LES ORGUEILS DE CHARLOT


Quand j'étais petite fille dans notre ferme à la campagne j'avais un peu peur des vaches, surtout du gros taureau Charlot, oui c'est comme ça qu'il s'appelait ce taureau, il était tout noir, avec une tâche de blanc sur la tête et des grandes cornes pointues, il était pas castré, alors il avait des gros testicules qui pendaient entre ses jambes de derrière, et il montait toujours sur les vaches.

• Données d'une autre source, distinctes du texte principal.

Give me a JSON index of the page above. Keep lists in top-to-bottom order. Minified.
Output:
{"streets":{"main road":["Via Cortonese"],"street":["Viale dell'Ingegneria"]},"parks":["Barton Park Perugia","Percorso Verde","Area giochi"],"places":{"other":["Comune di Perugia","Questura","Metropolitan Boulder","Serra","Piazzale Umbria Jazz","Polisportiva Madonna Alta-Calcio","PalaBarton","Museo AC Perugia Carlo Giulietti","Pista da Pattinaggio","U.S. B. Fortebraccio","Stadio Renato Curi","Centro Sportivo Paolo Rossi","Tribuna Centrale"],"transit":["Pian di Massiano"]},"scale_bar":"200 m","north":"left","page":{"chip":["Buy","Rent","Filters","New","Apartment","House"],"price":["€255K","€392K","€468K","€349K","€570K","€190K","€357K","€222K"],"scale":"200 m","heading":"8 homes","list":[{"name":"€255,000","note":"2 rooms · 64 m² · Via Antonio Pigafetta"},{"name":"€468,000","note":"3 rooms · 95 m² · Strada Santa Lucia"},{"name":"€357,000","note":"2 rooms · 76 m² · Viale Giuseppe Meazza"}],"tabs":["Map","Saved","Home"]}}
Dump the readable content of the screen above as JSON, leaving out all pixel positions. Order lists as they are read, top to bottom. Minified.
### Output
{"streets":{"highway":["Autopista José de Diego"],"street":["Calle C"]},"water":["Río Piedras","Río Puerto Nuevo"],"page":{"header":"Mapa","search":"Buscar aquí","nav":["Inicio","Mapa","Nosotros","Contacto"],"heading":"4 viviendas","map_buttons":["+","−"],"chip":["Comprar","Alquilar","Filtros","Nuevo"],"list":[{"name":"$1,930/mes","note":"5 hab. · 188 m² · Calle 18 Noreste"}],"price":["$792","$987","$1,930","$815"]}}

Moi je l'aimais bien Charlot, même s'il me faisait peur, il était beau, mais un jour, dans les champs, il m'a couru après, et ce jour-là j'ai vraiment eu peur de lui, il avait l'air enragé.

Il y avait un champ de luzerne et moi, petite fille, j'avais même pas six ans, je gardais les vaches avec mon chien, mon chien Jules César, et mon père m'avait dit de bien faire attention que les vaches n'aillent pas manger la luzerne qui était à côté du champ où je gardais les vaches, mais Charlot il était gourmand et indépendant, il allait tout le temps dans la luzerne parce qu'elle était plus verte et plus abondante que l'herbe du champs où les vaches devaient manger.

Jules césar lui aussi il avait peur de ce gros taureau, Jules César il était très poltron, et en plus il était borgne, il avait perdu un oeil, alors moi, encore toute petite, un peu timide, pas trop dévergondée, ne comprenant pas encore pourquoi Charlot il montait toujours sur les vaches, je suis allée frapper sur le dos de Charlot avec mon bâton pour le faire sortir de la luzerne, et ce jour-là il s'est mis en colère parce-qu'il voulait encore manger de cette bonne et tendre luzerne, alors il a baissé la tête, il a gratté la terre avec son pied, comme un taureau espagnol dans une corrida, et tout à coup il a foncé vers moi, et moi, bien sûr, j'ai eu peur et je me suis mise à courir pour qu'il ne m'encorne pas, heureusement il y avait un petit mur de pierres le long du champ de luzerne et j'ai réussi à sauter par-dessus, Charlot lui il s'est arrêté au mur qui était trop haut pour lui et il m'a regardé avec ses gros yeux furieux tout en grattant la terre avec son pied, il avait de la bave qui dégoulinait de sa bouche, et j'ai ressenti, même si j'étais encore une petite fille, que Charlot il aurait bien voulu me sauter dessus comme il le faisait tout le temps avec les vaches.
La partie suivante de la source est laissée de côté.